[Collected data]
'''

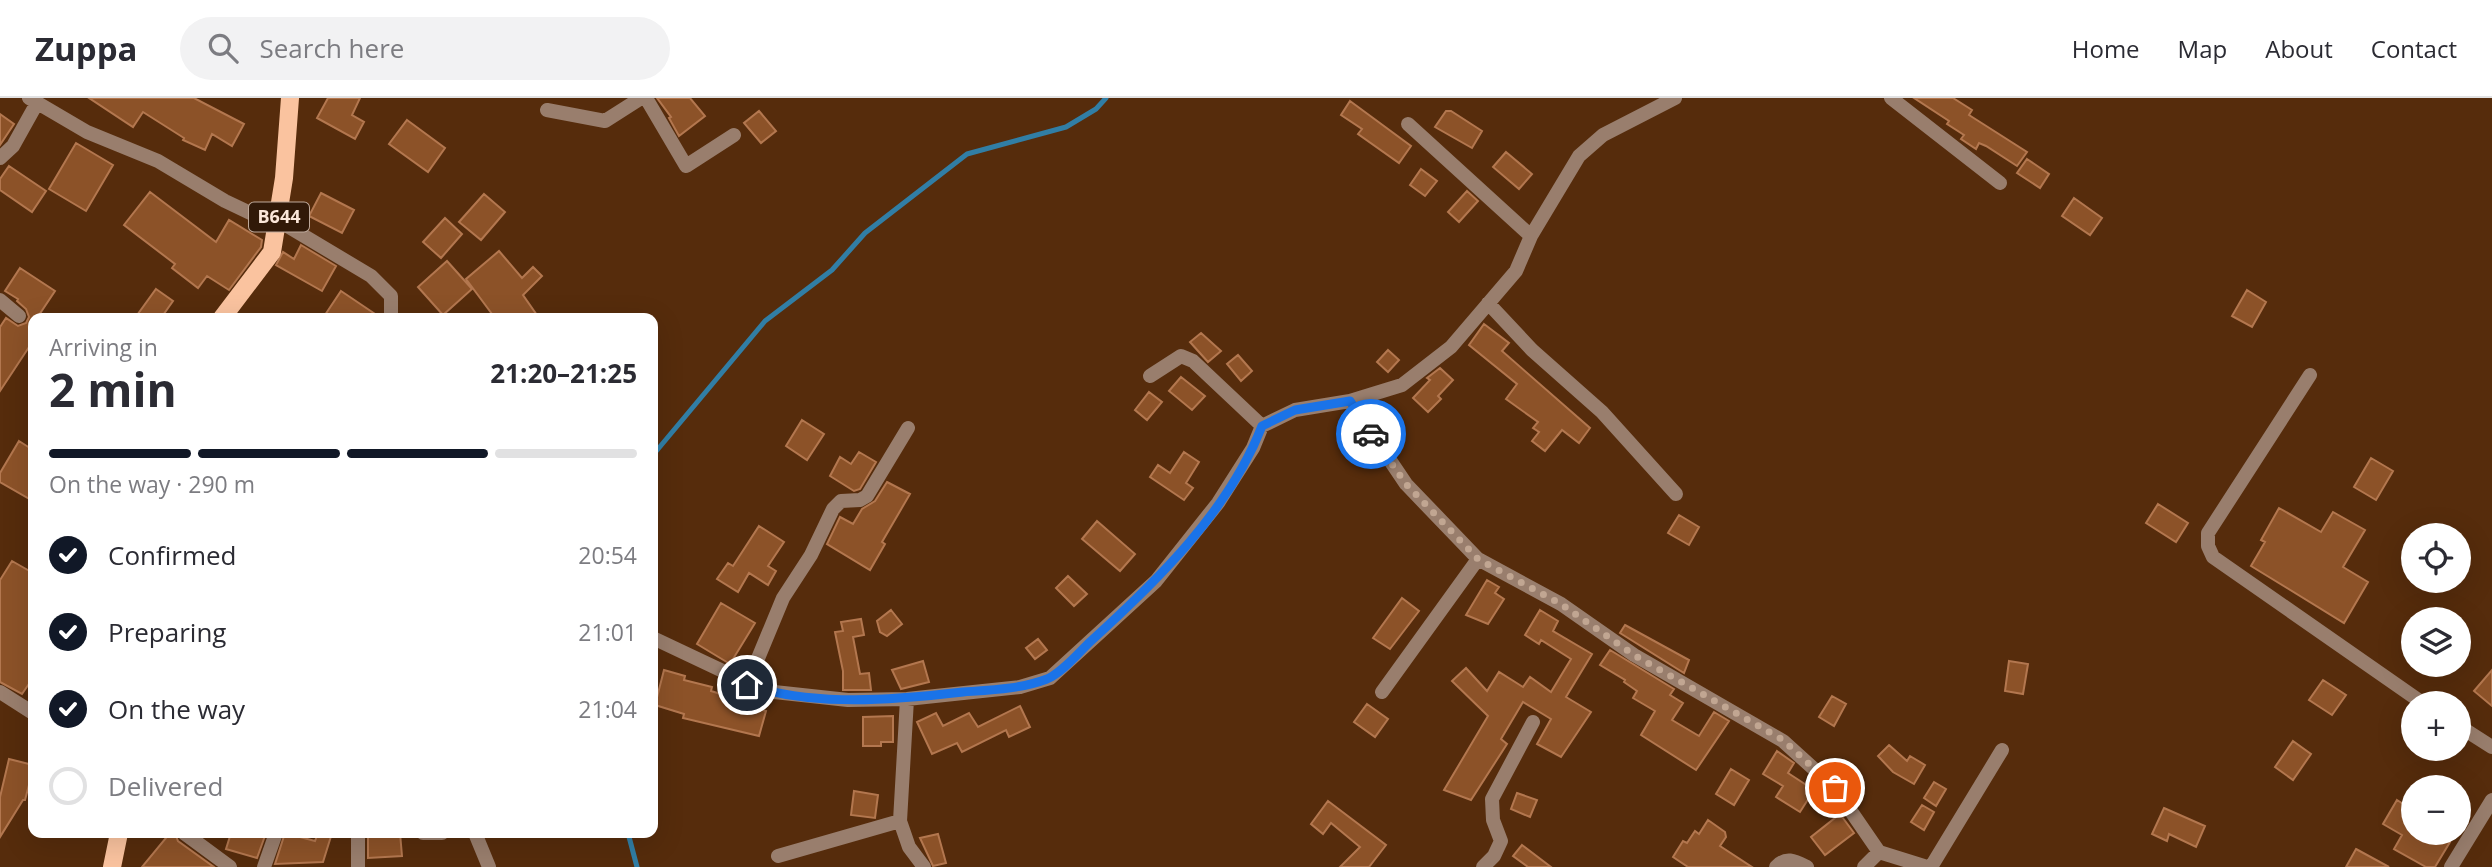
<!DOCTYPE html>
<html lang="en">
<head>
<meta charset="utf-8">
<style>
  :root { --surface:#fff; --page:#f2f2f3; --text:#2b2b33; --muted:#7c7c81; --line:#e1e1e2; --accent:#111827 }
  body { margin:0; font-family:"Open Sans",sans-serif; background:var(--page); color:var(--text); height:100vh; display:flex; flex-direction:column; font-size:26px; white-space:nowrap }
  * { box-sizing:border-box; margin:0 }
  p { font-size:23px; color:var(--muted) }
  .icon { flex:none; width:38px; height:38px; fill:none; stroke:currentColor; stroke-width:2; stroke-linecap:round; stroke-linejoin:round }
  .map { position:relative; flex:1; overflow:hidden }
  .drawer { position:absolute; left:28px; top:215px; width:630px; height:525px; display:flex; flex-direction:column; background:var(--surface); border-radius:14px; box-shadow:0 7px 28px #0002 }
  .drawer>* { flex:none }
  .controls { position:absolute; left:2401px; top:425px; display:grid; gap:14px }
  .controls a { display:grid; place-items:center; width:70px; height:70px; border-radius:50%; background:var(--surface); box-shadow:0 7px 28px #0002; font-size:35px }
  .pin { position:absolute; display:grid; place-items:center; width:60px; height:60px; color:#fff; margin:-30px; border:4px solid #fff; border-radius:50%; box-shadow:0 2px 7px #0007 }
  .courier { position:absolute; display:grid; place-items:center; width:70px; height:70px; margin:-35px; border:5px solid #1a73e8; border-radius:50%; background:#fff; color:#222; box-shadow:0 2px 9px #0007 }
  .overview em { font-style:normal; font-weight:700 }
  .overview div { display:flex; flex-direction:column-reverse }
  .overview { display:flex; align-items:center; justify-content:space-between; height:119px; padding:0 21px }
  h1 { font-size:46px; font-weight:700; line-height:52px }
  .bar { display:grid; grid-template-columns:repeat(4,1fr); gap:10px 7px; align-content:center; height:84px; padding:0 21px }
  .bar i { height:9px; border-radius:5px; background:var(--line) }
  .bar .selected { background:var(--accent) }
  .bar p { grid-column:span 4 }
  ol { padding:0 21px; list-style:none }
  li { display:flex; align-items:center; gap:21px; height:77px }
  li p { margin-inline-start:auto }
  li .icon { padding:7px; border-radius:50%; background:var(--accent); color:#fff; stroke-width:4 }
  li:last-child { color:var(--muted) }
  li i { width:38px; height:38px; border:4px solid var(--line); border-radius:50% }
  header { display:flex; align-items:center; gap:42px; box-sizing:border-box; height:98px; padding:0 35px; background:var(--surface); border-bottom:2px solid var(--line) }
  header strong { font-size:33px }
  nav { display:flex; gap:38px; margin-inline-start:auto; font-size:24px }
  .search { width:490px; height:63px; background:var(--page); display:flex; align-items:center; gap:18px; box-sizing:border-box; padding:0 24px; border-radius:38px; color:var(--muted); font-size:26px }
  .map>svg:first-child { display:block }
</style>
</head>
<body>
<header>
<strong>Zuppa</strong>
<div class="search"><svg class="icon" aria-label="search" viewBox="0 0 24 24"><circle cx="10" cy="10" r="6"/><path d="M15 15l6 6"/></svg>Search here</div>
<nav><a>Home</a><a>Map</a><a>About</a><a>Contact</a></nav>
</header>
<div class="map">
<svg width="2492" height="769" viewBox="0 0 2492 769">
  <rect width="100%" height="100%" fill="#562c0c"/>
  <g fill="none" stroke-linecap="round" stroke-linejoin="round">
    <!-- stream -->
    <path stroke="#317ea5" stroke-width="5" d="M653 357 765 223 832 172 865 135 967 56 1066 29 1096 11 1106 0
      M628 735 637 769"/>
  </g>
  <!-- building -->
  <path fill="#8c5228" stroke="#b3774f" stroke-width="2" d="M89 0H194L244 26 232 48 212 36 205 52 183 42 184 40 143 14 133 29Z
    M328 0H360L352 17 364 24 355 41 317 20Z
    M657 0H690L705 18 679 38 669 20 671 19Z
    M1914 0H1953L1972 12 1969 17 2027 54 2017 68 1986 48 1979 45 1976 51 1961 41 1964 37 1947 26 1949 23Z
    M1350 3 1411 48 1399 65 1358 36 1362 31 1341 17Z
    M759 13 776 33 761 45 744 25Z
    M1446 13H1451L1482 33 1472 50 1435 29Z
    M0 16 14 26 0 47Z
    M407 22 445 50 428 74 389 46Z
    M76 45 113 67 86 113 49 91Z
    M1506 54 1532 76 1519 91 1493 69Z
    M2027 61 2049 76 2040 90 2017 75Z
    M9 68 46 93 32 114 0 92V81Z
    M1421 71 1437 83 1425 98 1410 87Z
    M1467 93 1478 103 1459 124 1448 114Z
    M150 94 216 144 229 122 262 142 261 149 229 192 207 178 198 190 172 170 175 166 124 127Z
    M321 95 354 112 342 135 309 118Z
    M484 96 505 114 481 142 459 124Z
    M2074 100 2102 120 2090 137 2062 118Z
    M445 120 462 136 441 160 423 144Z
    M301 147 336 168 322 193 276 167 283 154 294 161Z
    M499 153 522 180 533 169 542 178 523 197 539 220H495L466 181Z
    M447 163 472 191 443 217 418 189Z
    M20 170 55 193 37 220H33V243L0 293V229L6 220 18 228 26 225 29 219 26 211 17 203 18 201 5 193Z
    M156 191 173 203 161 220H135Z
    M2247 192 2266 204 2252 229 2232 218Z
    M341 193 381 220H323Z
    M1484 226 1509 245 1502 253 1590 330 1579 345 1562 332 1545 353 1532 343 1539 334 1533 330 1538 324 1506 301 1517 286 1469 247Z
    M1201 235 1221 253 1208 264 1190 244Z
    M1388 252 1399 262 1388 274 1377 264Z
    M1238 257 1252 273 1241 283 1227 266Z
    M1440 270 1453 282 1438 298 1441 301 1428 314 1413 300 1430 282 1427 280Z
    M1181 279 1205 298 1192 312 1169 293Z
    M1149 294 1162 304 1147 322 1135 312Z
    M802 322 824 336 807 362 786 348Z
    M19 343 33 352V403L0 384V375Z
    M859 354 876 364 860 391 854 393 830 378 840 359 851 366Z
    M1184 354 1199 364 1186 385 1193 390 1184 402 1150 379 1158 367 1170 375Z
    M2371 360 2393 373 2376 402 2354 389Z
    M887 384 910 396 882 444 885 446 870 472 827 446 840 419 853 426 862 411 875 403Z
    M2158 406 2188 425 2176 444 2146 425Z
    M2279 410 2321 434 2333 414 2365 432 2343 469 2368 484 2344 525 2251 468 2265 444 2261 442Z
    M1679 417 1699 429 1689 447 1668 435Z
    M1097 423 1135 456 1120 473 1082 441Z
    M759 428 784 444 768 468 776 473 768 487 749 475 738 494 717 481 728 465 733 468Z
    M12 463 33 475V580L22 596 0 584V482Z
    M1068 478 1087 496 1074 508 1056 490Z
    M1487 482 1499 489 1495 495 1504 501 1488 526 1466 517Z
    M1402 500 1419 513 1390 551 1373 540Z
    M721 505 755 525 730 566 697 546Z
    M891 512 902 526 887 538 880 534 877 523Z
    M1540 512 1558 523 1553 533 1592 556 1566 599 1591 614 1561 659 1537 646 1551 621 1523 604 1501 641 1507 646 1471 702 1444 692 1488 618 1452 583 1466 570 1487 593 1499 574 1523 589 1530 579 1551 594 1571 561 1541 542 1539 546 1525 537Z
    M861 521 864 537 853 539 860 576 869 575 871 592H843V573L835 534 843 533 841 524Z
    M1625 527 1689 562 1684 575 1620 535Z
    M1038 541 1047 552 1035 561 1026 550Z
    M1610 552 1674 591 1670 597 1683 605 1672 622 1699 638 1714 614 1729 623 1696 672 1641 637 1655 613 1633 600 1637 593 1624 584 1625 582 1600 567Z
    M923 563 929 584 901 591 892 572Z
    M2009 563 2028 566 2023 596 2005 593Z
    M664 572 685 578 684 582 712 589 711 593 737 601 736 605 766 613 759 638 683 620 684 616 655 607Z
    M2492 572V608L2474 593Z
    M2323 582 2346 597 2332 617 2309 602Z
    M1832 598 1846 606 1834 628 1819 619Z
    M1367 606 1388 621 1375 639 1354 624Z
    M1020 608 1030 629 1009 639 1006 632 962 654 957 645 932 656 917 624 936 615 943 628 969 615 978 629Z
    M893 618V644H881V648H863V619Z
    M2293 643 2311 656 2293 682 2275 669Z
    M1889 647 1907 663 1910 658 1925 667 1914 686 1893 674 1878 658Z
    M1777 653 1794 665 1788 675 1814 692 1800 714 1776 699 1783 688 1763 676Z
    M9 661 33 667V672L25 702H23L0 739V699Z
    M1731 671 1749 682 1734 707 1716 696Z
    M1934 684 1946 691 1936 708 1924 700Z
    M854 693 878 697 875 720 851 717Z
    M1517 695 1537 702 1530 719 1511 711Z
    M2397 702 2413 712V735H2435L2450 744 2435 769H2426L2394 751 2402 737 2383 726Z
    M1328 703 1386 747 1369 769H1340L1360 749 1331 725 1323 736 1311 726Z
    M1922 707 1934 714 1924 732 1911 724Z
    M2164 710 2205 728 2196 749 2169 736 2167 743 2152 736Z
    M1840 716 1854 735 1825 757 1811 739Z
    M1708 722 1725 734 1726 739 1720 748 1752 769H1688L1673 759 1683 743 1687 745 1695 733 1699 736Z
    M170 735H175L178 743 214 769H142Z
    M231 735H266L257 760 226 751Z
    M285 735 315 743 318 735H332L323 764 275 766Z
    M368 735H400L402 758 368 760Z
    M938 736 946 765 933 768 920 740Z
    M1522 747 1551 769H1528L1513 758Z
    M2356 751 2389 769H2346Z"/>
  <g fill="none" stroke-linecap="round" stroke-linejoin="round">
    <!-- minor -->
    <path stroke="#997e6d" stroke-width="14" d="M29 0 87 34 158 63 225 103 261 120 279 123 371 178 391 198V220
      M646 0 686 68 734 37
      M1891 0 2000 85
      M547 12 605 23 641 0
      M1408 26 1531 138
      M0 60 13 48 37 5
      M0 202 19 218
      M1488 205 1532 252 1602 314 1676 396
      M2310 277 2208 435V448L2213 459 2424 606
      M1150 278 1181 258 1193 263 1262 328
      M1350 303 1406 386 1478 461 1561 506 1634 557 1783 643 1835 690 1879 754 1927 769
      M653 540 765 593 848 602 907 601 1020 589 1050 580 1156 483 1218 405 1253 350 1262 328 1295 312 1350 303 1402 287 1451 249 1516 173 1531 138 1579 58 1603 37 1675 0
      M747 587 783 500 811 457 833 411 841 403 860 402 867 398 908 330
      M0 594 33 615
      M1382 594 1478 461
      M907 601 900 723 909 749 924 769
      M2459 628 2492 649
      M184 735 230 769
      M358 735V769
      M423 735H442
      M475 735 489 769
      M778 758 900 723
      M264 769 276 735
      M1483 769 1494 758 1501 743 1493 722 1492 701 1533 624
      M1776 769C1786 758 1795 763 1807 769
      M1864 769 1879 754
      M1931 769 2002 652
      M2451 769 2492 702"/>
    <!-- primary -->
    <path stroke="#fac39f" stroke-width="18" d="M222 220 272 154 284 80 290 0
      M112 769 119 735"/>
  </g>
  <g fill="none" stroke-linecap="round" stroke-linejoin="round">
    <!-- done -->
    <path stroke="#c1a692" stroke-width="7" stroke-dasharray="0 12.6" d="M1371 336 1406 386 1478 461 1561 506 1634 557 1783 642 1835 690"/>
    <!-- route -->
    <path stroke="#1a73e8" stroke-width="9" d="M747 587C816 609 893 602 963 594 991 592 1021 591 1047 581 1063 574 1079 554 1091 543 1157 483 1229 413 1262 328L1295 312 1350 303 1371 336"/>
  </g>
  <g text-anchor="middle" stroke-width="6" stroke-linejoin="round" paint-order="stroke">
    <!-- shield labels -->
    <rect fill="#311908" stroke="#bea99b" stroke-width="2" x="249" y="104.5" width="60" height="29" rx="5"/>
    <g font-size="18" font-weight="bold" fill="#fbe7da">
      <text x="279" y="125">B644</text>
    </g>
  </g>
</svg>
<div class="controls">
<a><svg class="icon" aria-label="locate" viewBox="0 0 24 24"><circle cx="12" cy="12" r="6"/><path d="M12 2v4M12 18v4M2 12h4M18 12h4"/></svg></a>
<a><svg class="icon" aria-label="layers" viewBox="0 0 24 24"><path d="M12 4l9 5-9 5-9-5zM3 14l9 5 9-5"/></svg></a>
<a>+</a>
<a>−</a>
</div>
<div class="pin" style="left:1835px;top:690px;background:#ea580c"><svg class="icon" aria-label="bag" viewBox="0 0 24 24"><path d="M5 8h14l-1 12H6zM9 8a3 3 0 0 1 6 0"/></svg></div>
<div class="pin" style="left:747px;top:587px;background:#1f2937"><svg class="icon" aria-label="home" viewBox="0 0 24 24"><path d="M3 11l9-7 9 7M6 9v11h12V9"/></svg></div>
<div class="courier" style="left:1371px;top:336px"><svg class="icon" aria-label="car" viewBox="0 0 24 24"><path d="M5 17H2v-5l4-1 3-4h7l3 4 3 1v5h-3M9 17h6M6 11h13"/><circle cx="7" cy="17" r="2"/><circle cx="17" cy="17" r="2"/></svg></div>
<section class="drawer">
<div class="overview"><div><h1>2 min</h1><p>Arriving in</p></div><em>21:20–21:25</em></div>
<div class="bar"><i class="selected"></i><i class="selected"></i><i class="selected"></i><i></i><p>On the way · 290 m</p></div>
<ol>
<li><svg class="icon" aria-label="check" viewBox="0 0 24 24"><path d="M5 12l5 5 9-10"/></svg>Confirmed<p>20:54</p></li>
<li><svg class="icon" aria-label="check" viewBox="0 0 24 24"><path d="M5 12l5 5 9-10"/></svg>Preparing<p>21:01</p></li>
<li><svg class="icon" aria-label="check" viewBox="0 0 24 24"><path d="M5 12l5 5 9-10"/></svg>On the way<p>21:04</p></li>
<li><i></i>Delivered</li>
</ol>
</section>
</div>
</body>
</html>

'''

**TASK STATEMENT**
The job here is to find each line above with the word "body" and copy it.

**SOLUTION TO THIS TASK**
  body { margin:0; font-family:"Open Sans",sans-serif; background:var(--page); color:var(--text); height:100vh; display:flex; flex-direction:column; font-size:26px; white-space:nowrap }
<body>
</body>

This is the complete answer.